◆ WHAT YOU ARE ASKED TO DO
Repeat all the records, precisely as given.

Saved entries:
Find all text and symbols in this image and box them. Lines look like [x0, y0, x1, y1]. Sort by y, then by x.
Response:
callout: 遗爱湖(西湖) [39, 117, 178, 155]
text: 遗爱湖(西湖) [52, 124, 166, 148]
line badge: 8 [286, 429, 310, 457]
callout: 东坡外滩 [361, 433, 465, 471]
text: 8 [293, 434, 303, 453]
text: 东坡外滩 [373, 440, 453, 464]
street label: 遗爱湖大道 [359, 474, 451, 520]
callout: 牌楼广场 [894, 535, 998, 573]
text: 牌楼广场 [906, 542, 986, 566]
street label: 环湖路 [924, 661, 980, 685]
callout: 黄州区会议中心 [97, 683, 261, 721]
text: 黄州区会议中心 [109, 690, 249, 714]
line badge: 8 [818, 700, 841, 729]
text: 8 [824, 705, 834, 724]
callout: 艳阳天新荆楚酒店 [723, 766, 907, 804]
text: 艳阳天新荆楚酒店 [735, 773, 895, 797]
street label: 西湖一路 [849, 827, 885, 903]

◆ COMPLETED TASK
Find all text and symbols in this image and box them. Lines look like [x0, y0, x1, y1]. Sort by y, then by x.
Response:
callout: 遗爱湖(西湖) [39, 117, 178, 155]
text: 遗爱湖(西湖) [52, 124, 166, 148]
line badge: 8 [286, 429, 310, 457]
callout: 东坡外滩 [361, 433, 465, 471]
text: 8 [293, 434, 303, 453]
text: 东坡外滩 [373, 440, 453, 464]
street label: 遗爱湖大道 [359, 474, 451, 520]
callout: 牌楼广场 [894, 535, 998, 573]
text: 牌楼广场 [906, 542, 986, 566]
street label: 环湖路 [924, 661, 980, 685]
callout: 黄州区会议中心 [97, 683, 261, 721]
text: 黄州区会议中心 [109, 690, 249, 714]
line badge: 8 [818, 700, 841, 729]
text: 8 [824, 705, 834, 724]
callout: 艳阳天新荆楚酒店 [723, 766, 907, 804]
text: 艳阳天新荆楚酒店 [735, 773, 895, 797]
street label: 西湖一路 [849, 827, 885, 903]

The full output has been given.